Gather each line of the records where "them" appears.

• RECORDS FOR THE TASK:
◇ ◇ ◇ ◇ ◇ ◇ ◇
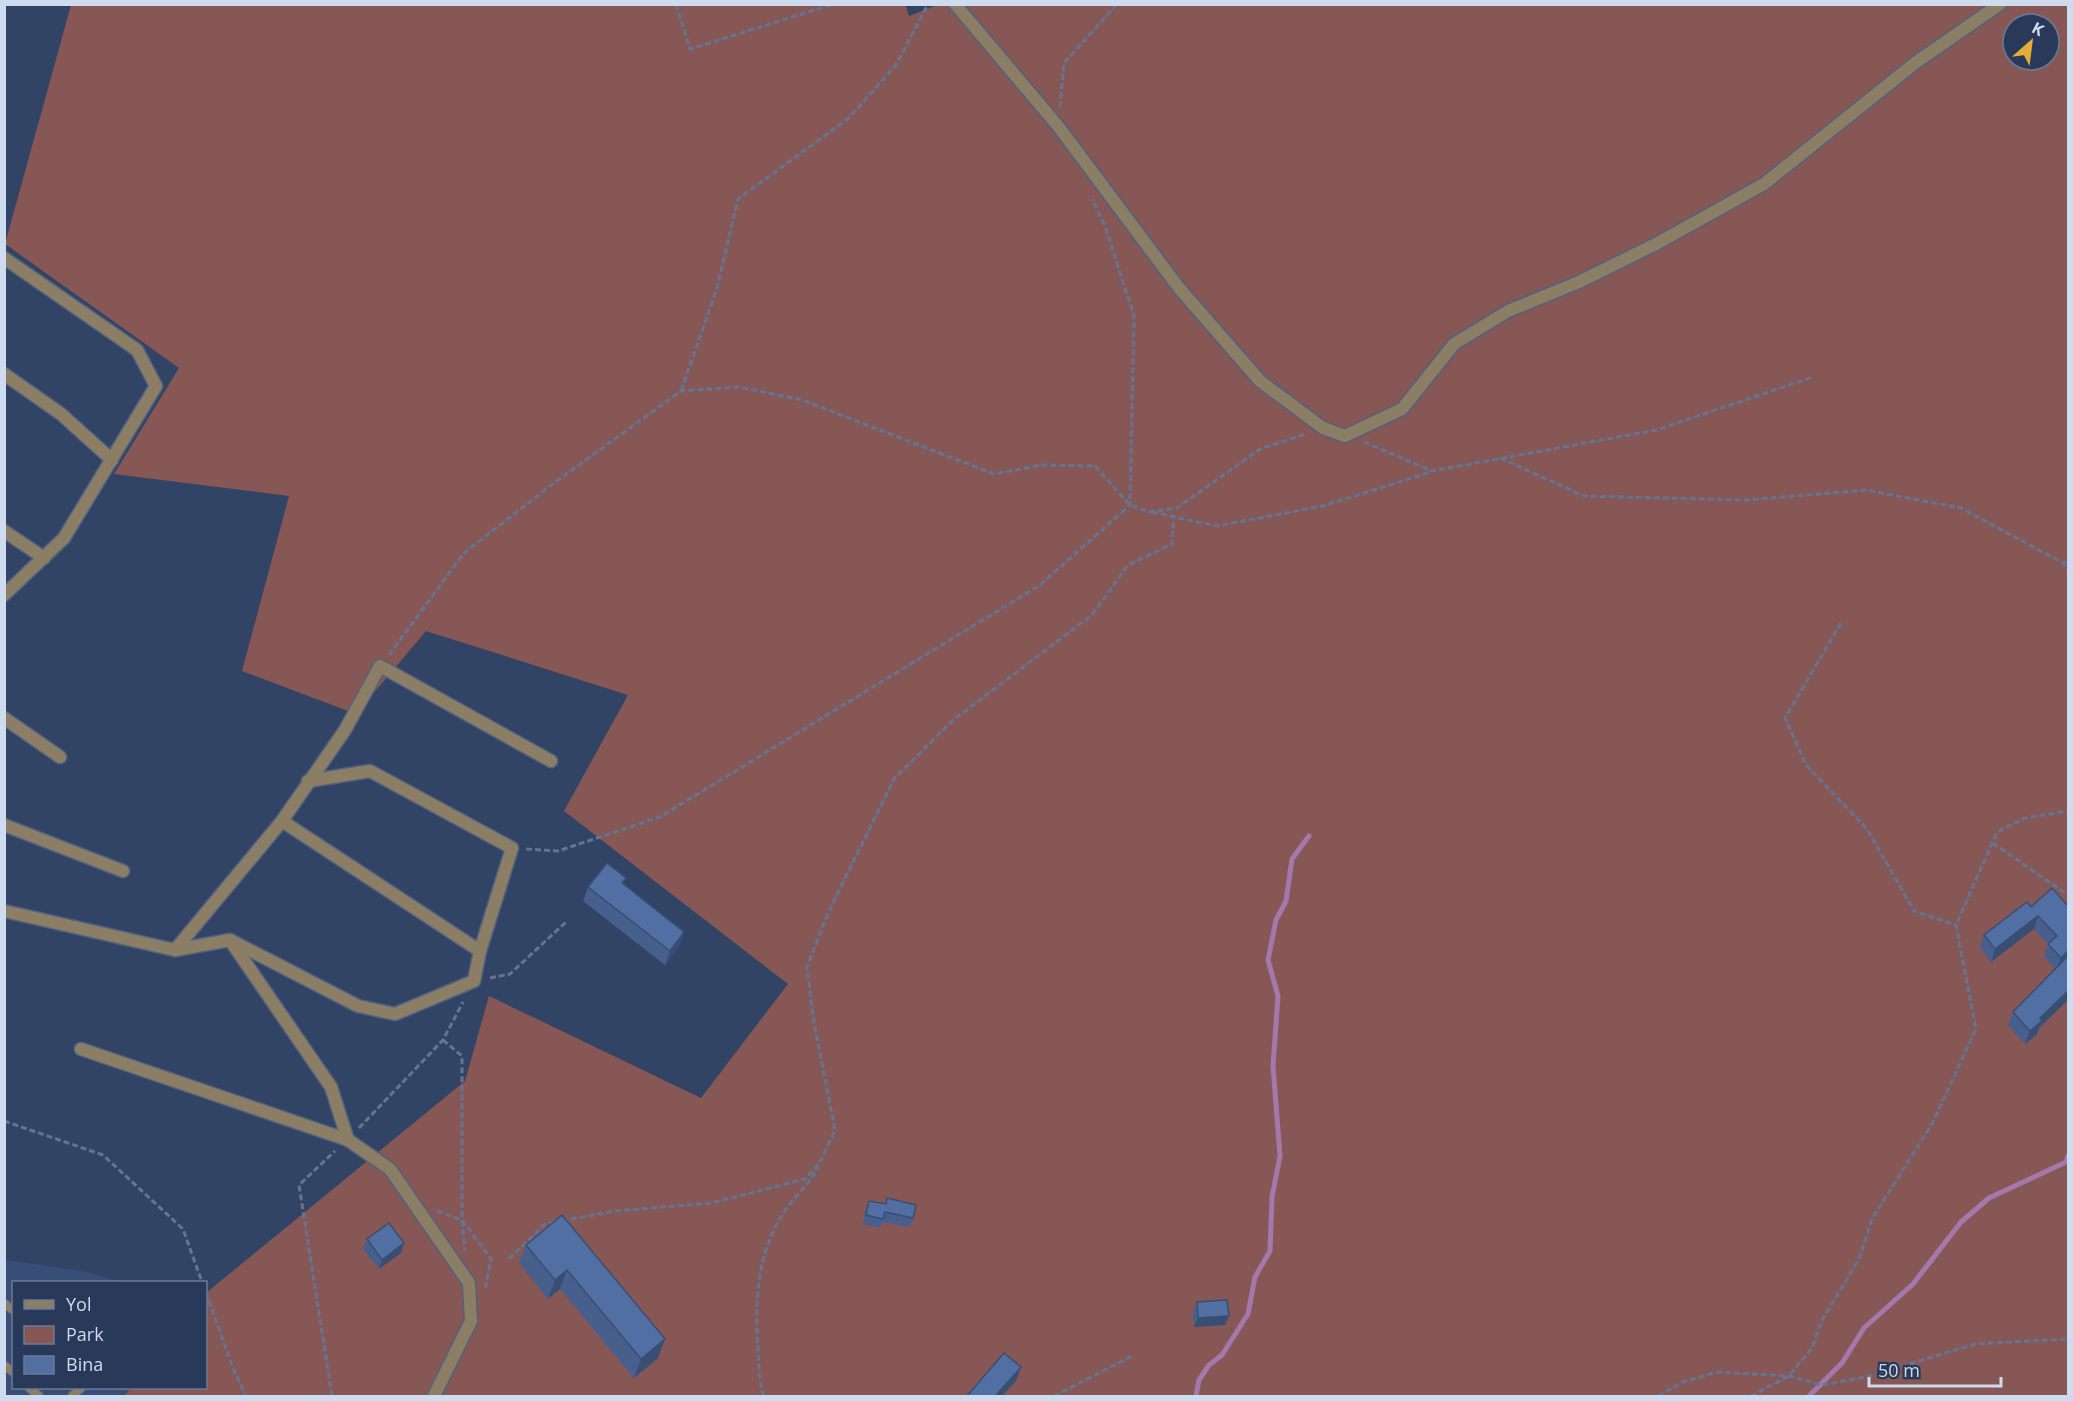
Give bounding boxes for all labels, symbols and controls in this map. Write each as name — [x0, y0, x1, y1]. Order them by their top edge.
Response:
◇ ◇ ◇ ◇ ◇ ◇ ◇
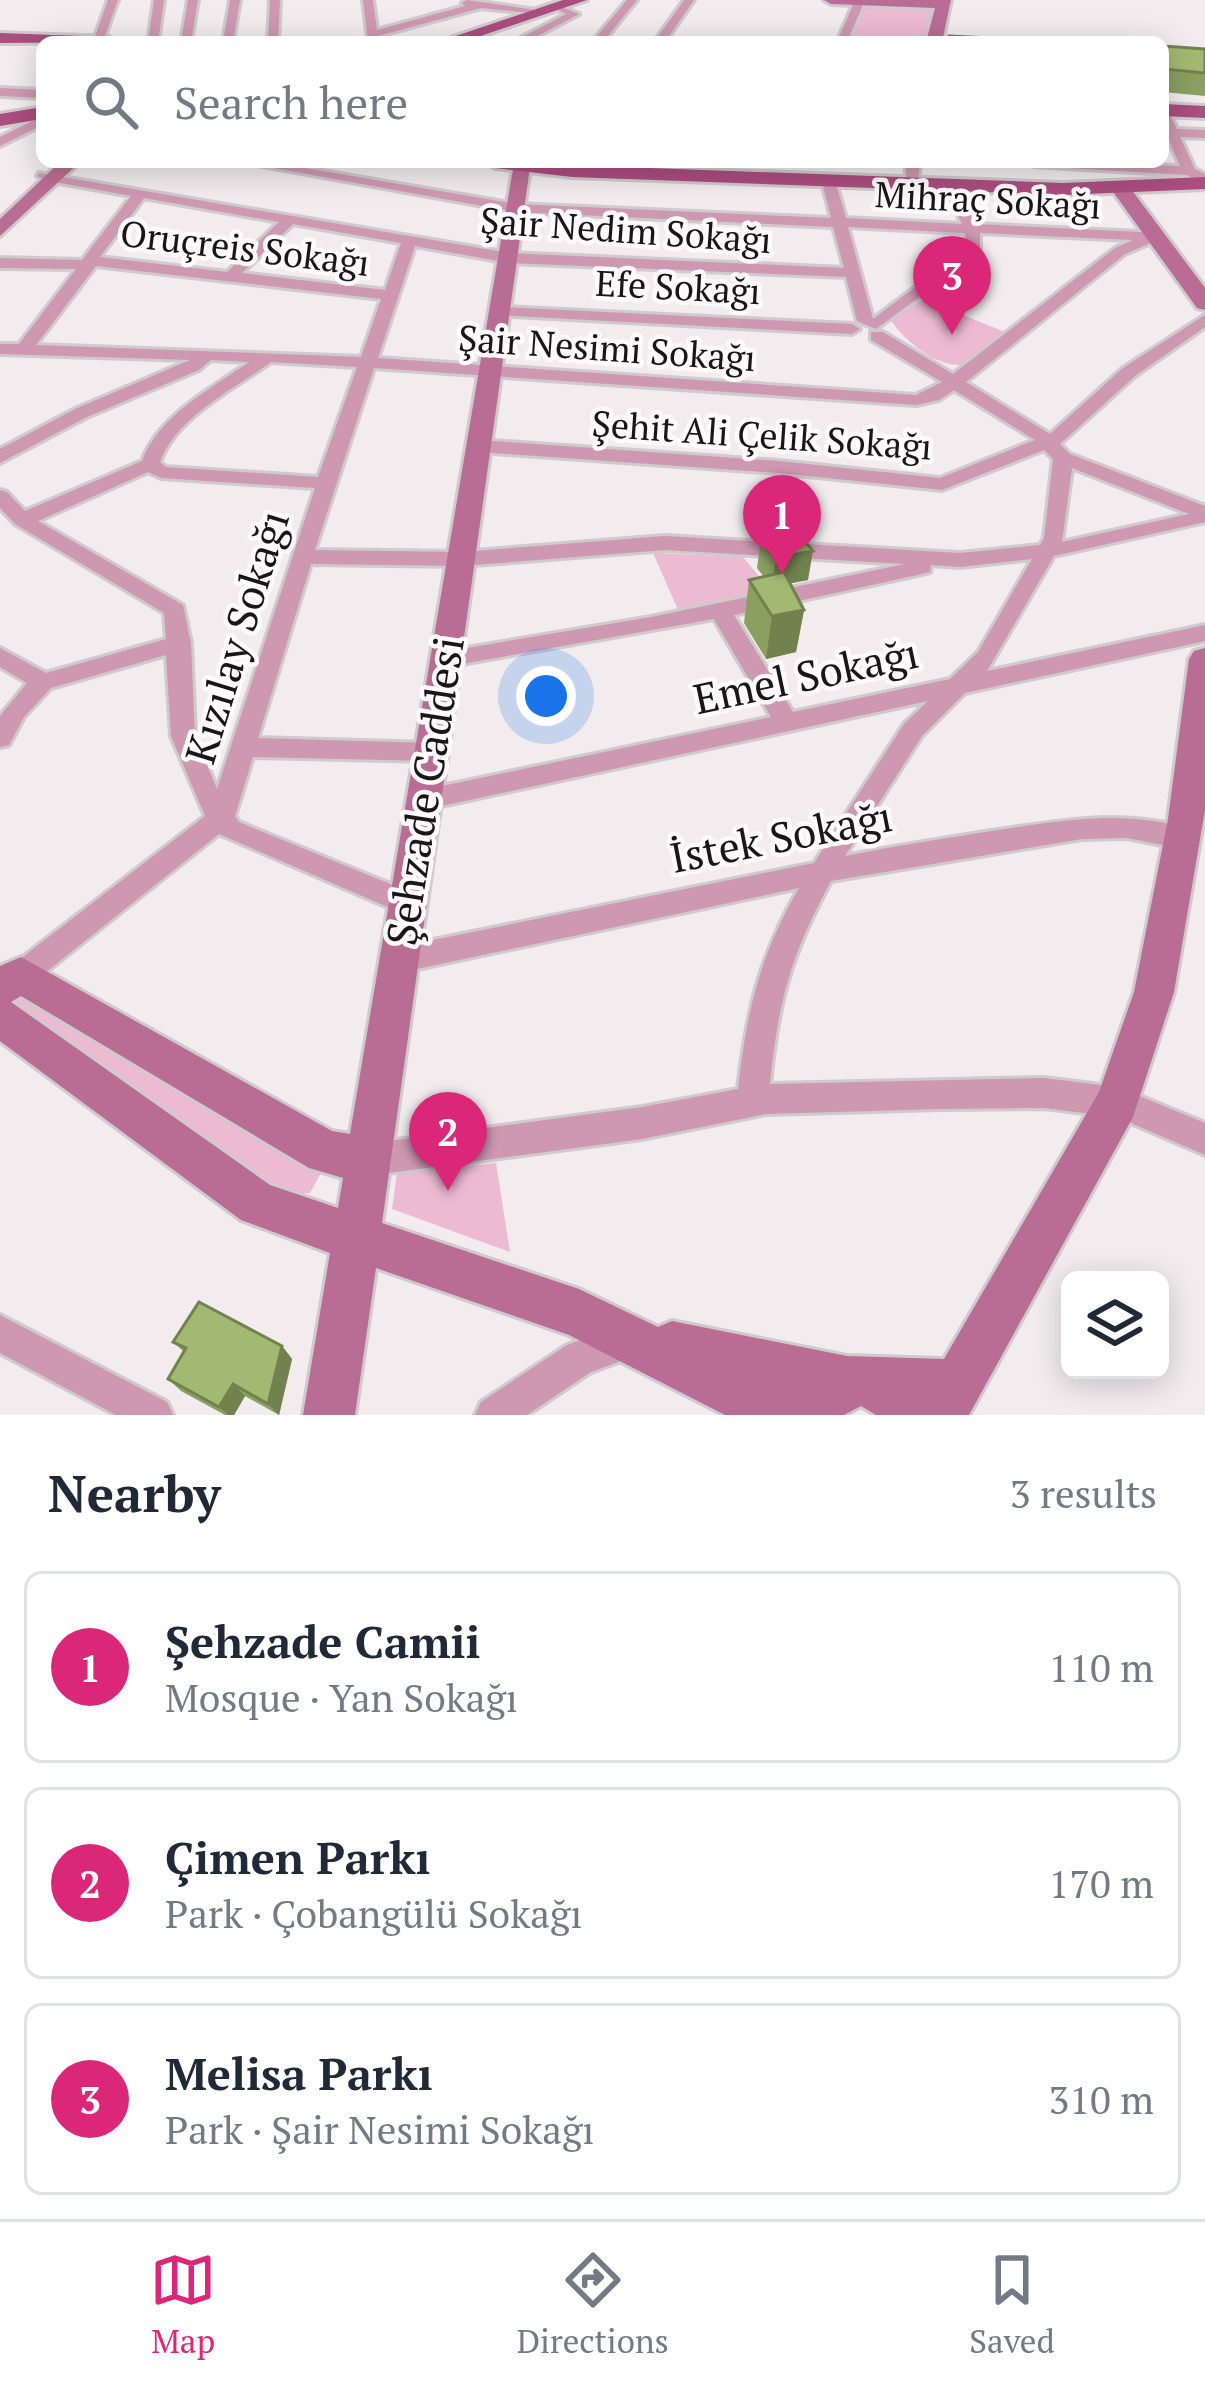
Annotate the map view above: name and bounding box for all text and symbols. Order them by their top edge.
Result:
◇ ◇ ◇ ◇ ◇ ◇ ◇
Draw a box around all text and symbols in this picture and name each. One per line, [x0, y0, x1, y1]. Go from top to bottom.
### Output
◇ ◇ ◇ ◇ ◇ ◇ ◇
• ANSWER AREA:
Give bounding boxes for all labels, symbols and controls in this map. Write each as name — [x0, y0, x1, y1]. Order them by their top edge.
Annotate the map view above: name and bounding box for all text and symbols. Order them by their top edge.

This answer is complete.